Doctors diagnose hereditary hemorrhagic telangiectasia when three or four of the following conditions are present in the patient. If two are present, HHT is suspected but not confirmed.
- Recurring, spontaneous nosebleeds
- Telangiectasias (red spots visible on the skin that turn pale when pressed)
- Malformed blood vessels in one or more internal organs such as the lungs, spine or brain
- A family history of hereditary hemorrhagic telangiectasia (HHT diagnosed in a sibling, parent or child)
Genetic Testing for HHT
A positive genetic test can confirm HHT. However, negative genetic test results do not always mean the disorder is not present. Several gene mutations can cause the types of blood vessel problems that occur in HHT, and not all of these are known.
Some people with HHT may have a genetic pattern that is not yet identified. People with persistent signs of the condition should consider repeat genetic testing as these tests become more sensitive and look for additional gene mutations that can cause HHT. Genetic testing can also help prospective parents understand the risks of passing the disease to their children.
The most important aspect of treatment for HHT is managing AVMs that could cause dangerous bleeding.
Malformed blood vessels may be treated by a procedure called embolization. This treatment involves blocking the malformed blood vessels by injecting a glue-like substance or other material into them. More extensive areas of enlarged and tangled veins and arteries may be treated with laser, radiation or even surgical removal.
Mild telangiectasias in the nose that cause recurring nosebleeds may be managed with over-the-counter moisturizing sprays or drops or other medication.
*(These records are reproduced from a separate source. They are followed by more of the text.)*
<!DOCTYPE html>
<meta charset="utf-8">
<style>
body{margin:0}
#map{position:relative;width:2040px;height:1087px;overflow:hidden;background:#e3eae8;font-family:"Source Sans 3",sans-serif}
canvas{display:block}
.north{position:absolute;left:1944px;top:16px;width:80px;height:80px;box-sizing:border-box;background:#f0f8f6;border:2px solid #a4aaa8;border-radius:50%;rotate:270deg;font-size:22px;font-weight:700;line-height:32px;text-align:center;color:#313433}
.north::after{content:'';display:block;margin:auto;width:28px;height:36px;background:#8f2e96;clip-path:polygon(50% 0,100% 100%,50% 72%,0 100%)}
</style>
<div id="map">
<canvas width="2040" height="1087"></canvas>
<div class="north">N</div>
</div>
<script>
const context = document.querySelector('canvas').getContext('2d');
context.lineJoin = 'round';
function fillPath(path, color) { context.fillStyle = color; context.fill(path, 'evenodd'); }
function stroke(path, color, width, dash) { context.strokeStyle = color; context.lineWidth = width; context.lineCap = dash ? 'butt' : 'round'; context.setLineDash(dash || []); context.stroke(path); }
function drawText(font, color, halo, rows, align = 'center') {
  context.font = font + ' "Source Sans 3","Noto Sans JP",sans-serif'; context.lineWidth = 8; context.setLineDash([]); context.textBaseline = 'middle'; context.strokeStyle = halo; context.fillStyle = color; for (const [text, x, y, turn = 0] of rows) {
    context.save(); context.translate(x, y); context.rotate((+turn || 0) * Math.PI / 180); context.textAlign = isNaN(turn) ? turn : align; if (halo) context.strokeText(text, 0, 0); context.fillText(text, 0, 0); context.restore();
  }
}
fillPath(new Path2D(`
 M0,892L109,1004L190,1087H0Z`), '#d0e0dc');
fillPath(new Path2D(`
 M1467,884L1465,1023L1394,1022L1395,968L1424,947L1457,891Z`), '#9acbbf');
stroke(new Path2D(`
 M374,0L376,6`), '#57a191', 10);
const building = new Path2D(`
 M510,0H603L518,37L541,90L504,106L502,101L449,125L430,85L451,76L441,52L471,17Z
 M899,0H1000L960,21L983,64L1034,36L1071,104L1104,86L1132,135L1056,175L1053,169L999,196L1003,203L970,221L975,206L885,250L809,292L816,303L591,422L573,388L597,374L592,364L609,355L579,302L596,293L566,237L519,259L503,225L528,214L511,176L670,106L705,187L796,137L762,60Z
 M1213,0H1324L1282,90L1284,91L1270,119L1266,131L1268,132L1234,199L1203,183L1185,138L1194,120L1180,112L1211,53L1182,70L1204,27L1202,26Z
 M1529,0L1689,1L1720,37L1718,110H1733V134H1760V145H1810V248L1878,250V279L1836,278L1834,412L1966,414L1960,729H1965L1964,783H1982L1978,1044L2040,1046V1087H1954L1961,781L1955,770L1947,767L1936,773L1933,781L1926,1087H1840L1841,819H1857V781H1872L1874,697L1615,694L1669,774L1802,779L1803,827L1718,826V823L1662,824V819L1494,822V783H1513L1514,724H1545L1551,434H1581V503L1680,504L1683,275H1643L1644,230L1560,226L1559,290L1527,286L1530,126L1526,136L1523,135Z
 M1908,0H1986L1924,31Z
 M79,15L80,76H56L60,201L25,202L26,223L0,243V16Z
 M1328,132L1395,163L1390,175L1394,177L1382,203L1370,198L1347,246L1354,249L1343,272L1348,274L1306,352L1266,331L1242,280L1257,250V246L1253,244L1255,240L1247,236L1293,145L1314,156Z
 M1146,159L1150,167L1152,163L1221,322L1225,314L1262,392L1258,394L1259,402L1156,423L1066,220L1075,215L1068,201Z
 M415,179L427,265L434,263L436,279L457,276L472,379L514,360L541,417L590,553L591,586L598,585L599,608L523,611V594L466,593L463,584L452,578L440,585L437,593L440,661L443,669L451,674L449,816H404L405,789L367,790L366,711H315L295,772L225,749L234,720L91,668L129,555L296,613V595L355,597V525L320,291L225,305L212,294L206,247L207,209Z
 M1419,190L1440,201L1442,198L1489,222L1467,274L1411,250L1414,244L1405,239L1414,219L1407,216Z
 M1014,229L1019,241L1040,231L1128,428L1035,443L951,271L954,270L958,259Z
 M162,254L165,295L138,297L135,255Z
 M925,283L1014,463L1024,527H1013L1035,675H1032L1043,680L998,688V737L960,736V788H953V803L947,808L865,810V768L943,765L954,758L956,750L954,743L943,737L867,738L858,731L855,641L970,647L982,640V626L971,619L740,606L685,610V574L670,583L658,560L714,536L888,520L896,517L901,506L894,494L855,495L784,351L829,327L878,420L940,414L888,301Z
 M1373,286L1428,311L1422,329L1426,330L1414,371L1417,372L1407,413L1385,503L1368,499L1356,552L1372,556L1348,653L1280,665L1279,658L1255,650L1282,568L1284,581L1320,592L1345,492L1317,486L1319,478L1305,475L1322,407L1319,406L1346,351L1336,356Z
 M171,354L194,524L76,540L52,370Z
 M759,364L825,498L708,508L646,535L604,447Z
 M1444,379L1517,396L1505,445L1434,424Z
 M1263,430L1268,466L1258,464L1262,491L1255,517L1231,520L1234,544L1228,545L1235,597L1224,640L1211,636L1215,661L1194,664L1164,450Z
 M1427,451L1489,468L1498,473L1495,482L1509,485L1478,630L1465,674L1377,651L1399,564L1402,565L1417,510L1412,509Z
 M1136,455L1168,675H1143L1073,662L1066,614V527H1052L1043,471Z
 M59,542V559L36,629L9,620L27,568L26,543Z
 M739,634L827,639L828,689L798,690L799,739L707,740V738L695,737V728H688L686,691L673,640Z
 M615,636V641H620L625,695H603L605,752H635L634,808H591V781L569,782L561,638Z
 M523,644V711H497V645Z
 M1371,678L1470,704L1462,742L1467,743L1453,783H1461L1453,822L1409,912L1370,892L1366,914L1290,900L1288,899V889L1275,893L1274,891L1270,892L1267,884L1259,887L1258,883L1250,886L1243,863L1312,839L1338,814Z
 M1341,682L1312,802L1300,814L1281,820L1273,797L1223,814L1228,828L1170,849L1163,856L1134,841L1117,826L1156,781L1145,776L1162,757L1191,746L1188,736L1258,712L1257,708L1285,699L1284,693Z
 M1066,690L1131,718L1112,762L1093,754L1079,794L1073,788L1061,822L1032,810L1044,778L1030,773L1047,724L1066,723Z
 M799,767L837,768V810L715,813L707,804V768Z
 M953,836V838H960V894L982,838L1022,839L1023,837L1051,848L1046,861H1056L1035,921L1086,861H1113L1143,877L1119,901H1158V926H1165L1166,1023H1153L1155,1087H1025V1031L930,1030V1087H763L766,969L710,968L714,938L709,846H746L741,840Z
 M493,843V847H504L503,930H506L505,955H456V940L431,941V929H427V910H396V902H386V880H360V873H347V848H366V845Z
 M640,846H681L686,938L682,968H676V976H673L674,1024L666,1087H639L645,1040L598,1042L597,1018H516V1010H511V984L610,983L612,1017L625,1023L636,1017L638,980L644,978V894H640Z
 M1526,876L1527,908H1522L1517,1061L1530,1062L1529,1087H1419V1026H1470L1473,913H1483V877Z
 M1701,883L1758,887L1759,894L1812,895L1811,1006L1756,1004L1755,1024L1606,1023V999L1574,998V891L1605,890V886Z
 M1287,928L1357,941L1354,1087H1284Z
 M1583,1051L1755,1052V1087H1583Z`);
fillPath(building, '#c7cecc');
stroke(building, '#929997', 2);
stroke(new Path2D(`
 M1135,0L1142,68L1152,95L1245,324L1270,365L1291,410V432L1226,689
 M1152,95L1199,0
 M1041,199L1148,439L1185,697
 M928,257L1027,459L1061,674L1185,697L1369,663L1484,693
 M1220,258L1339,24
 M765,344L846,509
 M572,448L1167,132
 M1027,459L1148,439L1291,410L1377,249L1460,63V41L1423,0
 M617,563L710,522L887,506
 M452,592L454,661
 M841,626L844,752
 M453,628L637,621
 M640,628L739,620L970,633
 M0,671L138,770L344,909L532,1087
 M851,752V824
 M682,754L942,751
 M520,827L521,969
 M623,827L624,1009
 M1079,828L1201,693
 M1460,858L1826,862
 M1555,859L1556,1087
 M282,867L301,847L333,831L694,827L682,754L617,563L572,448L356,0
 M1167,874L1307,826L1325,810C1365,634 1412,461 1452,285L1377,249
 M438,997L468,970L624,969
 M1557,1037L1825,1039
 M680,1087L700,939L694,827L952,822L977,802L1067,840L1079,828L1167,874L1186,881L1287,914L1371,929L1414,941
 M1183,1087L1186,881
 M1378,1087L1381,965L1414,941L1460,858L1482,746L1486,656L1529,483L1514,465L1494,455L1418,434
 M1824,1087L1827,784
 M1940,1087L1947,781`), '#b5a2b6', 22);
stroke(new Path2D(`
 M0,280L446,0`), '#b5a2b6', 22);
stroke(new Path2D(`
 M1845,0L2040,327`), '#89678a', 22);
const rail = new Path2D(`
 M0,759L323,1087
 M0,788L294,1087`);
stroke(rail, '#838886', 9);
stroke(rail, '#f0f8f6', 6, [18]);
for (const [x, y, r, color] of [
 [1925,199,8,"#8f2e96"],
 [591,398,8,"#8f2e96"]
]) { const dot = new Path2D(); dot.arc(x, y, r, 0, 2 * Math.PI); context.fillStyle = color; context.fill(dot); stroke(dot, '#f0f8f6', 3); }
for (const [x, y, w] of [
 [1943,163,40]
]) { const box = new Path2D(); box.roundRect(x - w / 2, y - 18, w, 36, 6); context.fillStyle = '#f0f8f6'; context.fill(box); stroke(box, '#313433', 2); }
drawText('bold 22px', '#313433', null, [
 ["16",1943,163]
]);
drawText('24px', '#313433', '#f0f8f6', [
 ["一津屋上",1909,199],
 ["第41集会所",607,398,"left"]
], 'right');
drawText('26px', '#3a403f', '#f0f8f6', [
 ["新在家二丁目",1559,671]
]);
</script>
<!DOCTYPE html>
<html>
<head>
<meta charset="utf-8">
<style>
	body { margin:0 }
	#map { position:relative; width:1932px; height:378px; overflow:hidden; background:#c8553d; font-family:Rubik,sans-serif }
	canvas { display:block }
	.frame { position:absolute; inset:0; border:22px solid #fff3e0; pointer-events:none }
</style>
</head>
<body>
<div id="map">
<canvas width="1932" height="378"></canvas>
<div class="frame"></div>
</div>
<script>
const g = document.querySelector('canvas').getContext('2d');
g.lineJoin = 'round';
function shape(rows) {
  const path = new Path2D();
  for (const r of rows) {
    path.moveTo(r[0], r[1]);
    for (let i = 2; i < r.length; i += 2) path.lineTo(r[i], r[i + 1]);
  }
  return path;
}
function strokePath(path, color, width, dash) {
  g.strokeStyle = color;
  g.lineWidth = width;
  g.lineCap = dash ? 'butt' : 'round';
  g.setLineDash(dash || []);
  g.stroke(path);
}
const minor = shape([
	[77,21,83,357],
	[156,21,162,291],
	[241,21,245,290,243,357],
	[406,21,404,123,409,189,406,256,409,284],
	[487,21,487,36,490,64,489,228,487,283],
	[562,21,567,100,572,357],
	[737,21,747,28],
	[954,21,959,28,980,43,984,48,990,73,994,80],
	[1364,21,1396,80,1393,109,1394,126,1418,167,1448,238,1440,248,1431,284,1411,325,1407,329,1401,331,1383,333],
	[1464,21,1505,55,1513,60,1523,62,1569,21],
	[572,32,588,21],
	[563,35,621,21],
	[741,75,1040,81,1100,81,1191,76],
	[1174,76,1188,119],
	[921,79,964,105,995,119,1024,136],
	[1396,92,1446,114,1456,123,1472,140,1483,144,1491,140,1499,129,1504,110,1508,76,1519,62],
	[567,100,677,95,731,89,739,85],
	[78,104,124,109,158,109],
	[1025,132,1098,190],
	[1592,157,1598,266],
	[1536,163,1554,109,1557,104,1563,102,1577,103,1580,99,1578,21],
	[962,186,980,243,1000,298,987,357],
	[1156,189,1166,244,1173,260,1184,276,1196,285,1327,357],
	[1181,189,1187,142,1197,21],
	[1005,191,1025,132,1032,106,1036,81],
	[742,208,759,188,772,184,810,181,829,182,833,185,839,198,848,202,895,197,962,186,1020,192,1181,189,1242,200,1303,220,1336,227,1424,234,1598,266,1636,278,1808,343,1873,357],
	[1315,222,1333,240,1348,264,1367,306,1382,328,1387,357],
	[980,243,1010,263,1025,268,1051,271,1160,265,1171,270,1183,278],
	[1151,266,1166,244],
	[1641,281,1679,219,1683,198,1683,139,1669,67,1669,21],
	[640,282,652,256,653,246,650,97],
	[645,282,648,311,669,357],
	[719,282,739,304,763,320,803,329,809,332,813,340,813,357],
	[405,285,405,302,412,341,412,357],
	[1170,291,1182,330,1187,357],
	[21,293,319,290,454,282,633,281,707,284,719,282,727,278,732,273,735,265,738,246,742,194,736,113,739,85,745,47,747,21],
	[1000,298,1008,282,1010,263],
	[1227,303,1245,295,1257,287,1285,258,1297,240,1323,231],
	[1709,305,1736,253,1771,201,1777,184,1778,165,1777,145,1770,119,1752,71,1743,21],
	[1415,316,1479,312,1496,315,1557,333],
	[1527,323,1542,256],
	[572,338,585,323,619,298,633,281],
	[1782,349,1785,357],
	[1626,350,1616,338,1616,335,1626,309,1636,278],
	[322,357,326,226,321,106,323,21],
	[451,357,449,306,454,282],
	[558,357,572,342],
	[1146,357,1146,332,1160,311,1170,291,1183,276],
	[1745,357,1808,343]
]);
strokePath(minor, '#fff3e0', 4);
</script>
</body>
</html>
Outlook: What People With HHT Disease Can Expect
The symptoms of HHT can look like those of other health problems, and people who have the disorder may not get a diagnosis for many years. Bleeding due to AVM can be life-threatening.
Hereditary hemorrhagic telangiectasia is best treated by experienced practitioners at a center that sees many patients with the condition. Several HHT centers of excellence in the United States, including Johns Hopkins Medicine, offer optimal evaluation and care.